In the present work, the modified version of the logistic map proposed in [9] was presented. The extensive dynamical analysis has shown that the proposed system exhibits phenomena like crisis, antimonotonicity, and coexisting attractors. This technique to increase the complexity of a map can be tested on other systems in the future. The map was then applied to constuct the chaos-based pseudo-random bit generator, utilizing techniques like multiple map comparison, bit reversal, and $XOR$. In addition, the key space of the proposed algorithm is much higher than the indicated threshold of $2^{100}$. Future aspects of this work will consider the application of the proposed PRBG to image encryption, the generation of multiple bits per iteration, as well as fractional versions of the map.
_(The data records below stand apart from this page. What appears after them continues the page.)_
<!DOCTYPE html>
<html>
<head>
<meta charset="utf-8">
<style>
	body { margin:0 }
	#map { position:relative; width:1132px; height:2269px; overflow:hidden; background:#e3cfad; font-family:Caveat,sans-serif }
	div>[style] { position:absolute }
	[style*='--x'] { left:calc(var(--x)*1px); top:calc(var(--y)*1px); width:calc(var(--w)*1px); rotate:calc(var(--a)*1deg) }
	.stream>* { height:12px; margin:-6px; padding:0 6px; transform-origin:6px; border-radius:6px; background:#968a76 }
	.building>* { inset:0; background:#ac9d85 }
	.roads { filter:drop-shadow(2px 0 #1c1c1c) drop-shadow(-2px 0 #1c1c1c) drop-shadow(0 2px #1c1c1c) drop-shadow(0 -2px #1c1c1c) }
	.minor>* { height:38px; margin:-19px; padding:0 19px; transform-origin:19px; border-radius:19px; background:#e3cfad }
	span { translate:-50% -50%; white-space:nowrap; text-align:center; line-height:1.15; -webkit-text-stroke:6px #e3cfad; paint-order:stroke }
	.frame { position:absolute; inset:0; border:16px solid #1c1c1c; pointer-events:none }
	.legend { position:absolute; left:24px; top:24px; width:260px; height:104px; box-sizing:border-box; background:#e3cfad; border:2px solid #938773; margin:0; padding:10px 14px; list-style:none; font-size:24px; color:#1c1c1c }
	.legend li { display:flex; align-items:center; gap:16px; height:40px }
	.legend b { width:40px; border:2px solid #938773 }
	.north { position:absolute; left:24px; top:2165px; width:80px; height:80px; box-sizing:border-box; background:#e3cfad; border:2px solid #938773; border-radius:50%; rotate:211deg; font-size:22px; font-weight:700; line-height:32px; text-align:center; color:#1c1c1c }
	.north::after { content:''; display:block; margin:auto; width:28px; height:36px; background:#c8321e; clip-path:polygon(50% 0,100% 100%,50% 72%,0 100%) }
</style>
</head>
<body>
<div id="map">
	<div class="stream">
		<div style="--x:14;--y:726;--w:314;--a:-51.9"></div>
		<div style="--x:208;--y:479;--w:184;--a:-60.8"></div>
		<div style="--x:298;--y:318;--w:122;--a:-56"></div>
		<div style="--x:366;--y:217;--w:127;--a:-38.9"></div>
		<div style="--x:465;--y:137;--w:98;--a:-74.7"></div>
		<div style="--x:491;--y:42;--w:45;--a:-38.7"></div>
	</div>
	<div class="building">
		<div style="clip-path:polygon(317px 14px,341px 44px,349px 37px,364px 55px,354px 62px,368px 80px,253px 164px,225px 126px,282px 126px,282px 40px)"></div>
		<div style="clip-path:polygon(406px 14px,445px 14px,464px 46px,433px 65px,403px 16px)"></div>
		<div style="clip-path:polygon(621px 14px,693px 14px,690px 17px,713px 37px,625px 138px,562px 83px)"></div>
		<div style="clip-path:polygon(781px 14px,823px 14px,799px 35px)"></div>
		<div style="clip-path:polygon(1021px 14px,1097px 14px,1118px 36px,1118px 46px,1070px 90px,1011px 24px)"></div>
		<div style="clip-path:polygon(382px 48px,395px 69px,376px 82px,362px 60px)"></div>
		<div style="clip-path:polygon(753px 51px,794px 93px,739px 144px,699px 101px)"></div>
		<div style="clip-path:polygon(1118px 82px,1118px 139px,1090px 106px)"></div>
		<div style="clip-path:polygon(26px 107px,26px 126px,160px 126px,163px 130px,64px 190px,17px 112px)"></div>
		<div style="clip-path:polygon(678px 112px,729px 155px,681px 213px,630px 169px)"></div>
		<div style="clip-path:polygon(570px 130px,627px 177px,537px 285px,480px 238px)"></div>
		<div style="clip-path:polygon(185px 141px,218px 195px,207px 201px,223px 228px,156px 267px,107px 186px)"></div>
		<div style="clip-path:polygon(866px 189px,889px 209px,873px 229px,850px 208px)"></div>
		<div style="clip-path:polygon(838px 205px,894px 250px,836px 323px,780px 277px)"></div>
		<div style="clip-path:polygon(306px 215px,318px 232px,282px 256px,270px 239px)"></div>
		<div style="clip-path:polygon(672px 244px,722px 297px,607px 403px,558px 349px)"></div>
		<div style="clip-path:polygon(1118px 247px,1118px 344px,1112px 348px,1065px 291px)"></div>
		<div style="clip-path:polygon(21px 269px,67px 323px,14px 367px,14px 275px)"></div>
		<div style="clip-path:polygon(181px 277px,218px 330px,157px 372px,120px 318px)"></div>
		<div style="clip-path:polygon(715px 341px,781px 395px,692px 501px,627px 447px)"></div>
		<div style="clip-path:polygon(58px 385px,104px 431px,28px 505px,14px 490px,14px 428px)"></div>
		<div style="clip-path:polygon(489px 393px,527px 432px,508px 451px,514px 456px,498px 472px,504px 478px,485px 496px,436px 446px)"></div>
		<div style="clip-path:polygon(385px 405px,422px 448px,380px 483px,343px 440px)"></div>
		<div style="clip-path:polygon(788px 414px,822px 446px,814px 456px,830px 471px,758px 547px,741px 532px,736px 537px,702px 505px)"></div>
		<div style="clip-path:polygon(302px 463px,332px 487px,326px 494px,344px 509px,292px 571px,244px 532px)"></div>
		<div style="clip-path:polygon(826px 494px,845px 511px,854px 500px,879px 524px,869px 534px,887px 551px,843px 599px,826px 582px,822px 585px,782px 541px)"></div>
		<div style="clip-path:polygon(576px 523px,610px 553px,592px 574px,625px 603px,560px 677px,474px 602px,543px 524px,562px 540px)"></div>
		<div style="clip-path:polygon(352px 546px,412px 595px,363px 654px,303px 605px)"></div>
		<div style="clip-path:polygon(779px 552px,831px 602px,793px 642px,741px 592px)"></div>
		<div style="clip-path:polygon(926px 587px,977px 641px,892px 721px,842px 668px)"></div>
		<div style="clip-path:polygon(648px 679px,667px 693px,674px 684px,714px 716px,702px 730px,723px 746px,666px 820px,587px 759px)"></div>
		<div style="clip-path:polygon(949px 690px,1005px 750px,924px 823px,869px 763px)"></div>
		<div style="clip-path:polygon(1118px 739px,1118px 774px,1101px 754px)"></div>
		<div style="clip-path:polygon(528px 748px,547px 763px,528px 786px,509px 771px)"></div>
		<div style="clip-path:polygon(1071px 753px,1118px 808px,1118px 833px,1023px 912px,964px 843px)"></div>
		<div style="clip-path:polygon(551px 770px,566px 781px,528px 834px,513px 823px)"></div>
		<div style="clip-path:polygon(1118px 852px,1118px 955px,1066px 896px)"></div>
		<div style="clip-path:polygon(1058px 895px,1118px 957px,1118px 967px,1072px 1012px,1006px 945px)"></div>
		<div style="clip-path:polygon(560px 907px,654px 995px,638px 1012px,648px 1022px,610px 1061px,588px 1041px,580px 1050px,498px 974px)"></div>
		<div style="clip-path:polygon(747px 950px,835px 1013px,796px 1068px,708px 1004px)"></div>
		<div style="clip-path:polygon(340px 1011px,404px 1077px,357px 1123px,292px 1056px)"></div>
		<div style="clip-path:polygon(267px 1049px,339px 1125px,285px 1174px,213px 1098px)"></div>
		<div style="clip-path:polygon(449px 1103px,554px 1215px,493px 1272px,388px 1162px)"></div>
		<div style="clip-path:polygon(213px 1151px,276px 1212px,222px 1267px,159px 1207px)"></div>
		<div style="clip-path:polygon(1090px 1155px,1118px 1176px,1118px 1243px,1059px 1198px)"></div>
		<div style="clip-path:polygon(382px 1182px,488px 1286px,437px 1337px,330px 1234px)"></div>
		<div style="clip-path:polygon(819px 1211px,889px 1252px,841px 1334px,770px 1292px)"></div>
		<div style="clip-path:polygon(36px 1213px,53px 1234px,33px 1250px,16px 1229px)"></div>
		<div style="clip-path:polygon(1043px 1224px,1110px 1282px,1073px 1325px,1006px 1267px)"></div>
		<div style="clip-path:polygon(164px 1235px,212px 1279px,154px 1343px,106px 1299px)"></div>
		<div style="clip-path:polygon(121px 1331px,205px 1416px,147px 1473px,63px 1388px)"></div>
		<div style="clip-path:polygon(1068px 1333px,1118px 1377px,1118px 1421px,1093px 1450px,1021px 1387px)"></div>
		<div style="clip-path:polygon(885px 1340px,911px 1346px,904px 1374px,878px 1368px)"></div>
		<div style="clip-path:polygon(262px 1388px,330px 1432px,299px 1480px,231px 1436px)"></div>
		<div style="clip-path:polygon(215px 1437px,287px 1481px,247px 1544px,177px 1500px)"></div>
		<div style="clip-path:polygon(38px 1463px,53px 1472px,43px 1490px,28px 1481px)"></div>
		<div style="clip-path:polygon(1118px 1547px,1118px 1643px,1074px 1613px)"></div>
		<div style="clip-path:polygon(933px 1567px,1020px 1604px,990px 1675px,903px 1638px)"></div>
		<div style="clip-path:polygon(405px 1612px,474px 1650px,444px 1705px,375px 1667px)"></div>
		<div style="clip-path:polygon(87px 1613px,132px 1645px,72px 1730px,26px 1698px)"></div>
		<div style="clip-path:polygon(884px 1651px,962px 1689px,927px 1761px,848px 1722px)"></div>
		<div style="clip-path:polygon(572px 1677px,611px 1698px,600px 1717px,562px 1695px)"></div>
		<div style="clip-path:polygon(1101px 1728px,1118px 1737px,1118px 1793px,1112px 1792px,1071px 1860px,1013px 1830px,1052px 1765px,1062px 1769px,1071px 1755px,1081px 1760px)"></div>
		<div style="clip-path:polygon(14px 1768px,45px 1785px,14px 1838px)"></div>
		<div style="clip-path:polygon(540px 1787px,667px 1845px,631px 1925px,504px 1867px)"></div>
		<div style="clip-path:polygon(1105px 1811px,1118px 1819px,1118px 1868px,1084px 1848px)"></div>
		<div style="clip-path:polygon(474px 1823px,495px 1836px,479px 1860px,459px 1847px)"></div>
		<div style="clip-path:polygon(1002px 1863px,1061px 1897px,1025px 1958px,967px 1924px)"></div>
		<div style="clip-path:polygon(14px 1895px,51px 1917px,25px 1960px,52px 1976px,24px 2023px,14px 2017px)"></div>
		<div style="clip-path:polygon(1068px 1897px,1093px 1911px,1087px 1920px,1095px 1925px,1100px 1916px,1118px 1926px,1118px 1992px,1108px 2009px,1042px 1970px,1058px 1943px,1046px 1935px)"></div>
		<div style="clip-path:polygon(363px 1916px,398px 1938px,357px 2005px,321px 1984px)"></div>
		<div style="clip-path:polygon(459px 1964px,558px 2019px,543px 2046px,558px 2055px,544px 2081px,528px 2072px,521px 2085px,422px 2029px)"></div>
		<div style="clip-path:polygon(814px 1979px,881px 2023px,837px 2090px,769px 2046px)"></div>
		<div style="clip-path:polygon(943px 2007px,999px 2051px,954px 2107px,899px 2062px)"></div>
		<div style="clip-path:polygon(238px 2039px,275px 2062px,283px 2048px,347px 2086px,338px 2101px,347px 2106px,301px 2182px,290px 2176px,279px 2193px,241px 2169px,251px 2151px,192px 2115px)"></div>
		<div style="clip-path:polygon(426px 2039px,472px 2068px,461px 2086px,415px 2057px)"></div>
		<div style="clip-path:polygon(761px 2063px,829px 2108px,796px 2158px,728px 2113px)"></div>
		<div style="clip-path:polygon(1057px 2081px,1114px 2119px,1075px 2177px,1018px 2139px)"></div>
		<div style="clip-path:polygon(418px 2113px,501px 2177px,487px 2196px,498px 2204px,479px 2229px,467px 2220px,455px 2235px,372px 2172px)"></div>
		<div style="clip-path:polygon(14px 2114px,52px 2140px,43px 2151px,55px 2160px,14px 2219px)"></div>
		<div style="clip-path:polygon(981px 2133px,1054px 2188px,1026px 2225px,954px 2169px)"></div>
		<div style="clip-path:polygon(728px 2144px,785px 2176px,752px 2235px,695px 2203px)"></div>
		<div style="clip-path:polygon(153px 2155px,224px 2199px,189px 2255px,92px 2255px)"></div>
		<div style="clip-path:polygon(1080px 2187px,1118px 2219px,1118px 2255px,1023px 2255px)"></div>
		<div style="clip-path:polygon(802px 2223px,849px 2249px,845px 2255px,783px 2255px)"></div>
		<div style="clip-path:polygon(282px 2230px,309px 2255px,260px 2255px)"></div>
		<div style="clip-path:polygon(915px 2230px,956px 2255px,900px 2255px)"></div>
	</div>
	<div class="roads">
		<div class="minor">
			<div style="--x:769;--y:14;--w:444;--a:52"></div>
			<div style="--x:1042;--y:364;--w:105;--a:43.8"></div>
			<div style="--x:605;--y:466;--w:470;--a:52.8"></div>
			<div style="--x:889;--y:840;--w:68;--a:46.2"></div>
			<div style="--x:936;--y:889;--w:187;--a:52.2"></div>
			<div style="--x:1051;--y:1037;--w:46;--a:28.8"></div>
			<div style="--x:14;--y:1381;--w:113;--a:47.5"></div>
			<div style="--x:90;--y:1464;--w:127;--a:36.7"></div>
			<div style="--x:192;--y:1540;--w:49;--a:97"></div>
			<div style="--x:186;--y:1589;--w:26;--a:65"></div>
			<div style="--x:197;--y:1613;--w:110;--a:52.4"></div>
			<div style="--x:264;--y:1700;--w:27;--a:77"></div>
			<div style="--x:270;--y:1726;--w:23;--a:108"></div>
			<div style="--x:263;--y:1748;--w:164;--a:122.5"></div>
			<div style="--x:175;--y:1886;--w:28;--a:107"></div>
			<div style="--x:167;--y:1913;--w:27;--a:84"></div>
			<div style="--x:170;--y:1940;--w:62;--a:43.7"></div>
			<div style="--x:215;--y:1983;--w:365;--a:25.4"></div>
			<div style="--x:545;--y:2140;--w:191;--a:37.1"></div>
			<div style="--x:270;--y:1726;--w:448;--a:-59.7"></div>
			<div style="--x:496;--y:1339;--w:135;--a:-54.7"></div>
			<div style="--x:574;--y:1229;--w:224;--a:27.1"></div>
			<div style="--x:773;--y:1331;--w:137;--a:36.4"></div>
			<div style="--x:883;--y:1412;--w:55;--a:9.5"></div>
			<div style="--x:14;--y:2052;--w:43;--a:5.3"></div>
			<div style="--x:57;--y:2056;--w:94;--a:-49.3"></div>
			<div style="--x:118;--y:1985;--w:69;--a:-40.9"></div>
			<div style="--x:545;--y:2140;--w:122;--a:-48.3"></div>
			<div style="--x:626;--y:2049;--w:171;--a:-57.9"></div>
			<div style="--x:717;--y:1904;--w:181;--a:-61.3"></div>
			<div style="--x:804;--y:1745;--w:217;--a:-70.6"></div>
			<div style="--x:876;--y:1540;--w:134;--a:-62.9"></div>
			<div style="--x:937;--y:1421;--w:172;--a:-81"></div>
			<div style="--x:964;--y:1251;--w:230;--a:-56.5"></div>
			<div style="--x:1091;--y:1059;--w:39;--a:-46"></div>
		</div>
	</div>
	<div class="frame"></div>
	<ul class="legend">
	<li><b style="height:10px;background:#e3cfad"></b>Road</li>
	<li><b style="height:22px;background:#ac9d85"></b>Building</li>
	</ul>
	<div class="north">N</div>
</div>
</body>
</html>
It is of interest to develop the adaptive chaotic maps with controllable symmetry of a higher order based on the proposed map. It was previously shown that such systems are prospective for stream encryption algorithms [29,41]. Moreover, the obtained results can be applied to other cryptographic problems, including encoding multimedia data, creating watermarks and QR codes, generating checksums using chaotic hash functions, etc.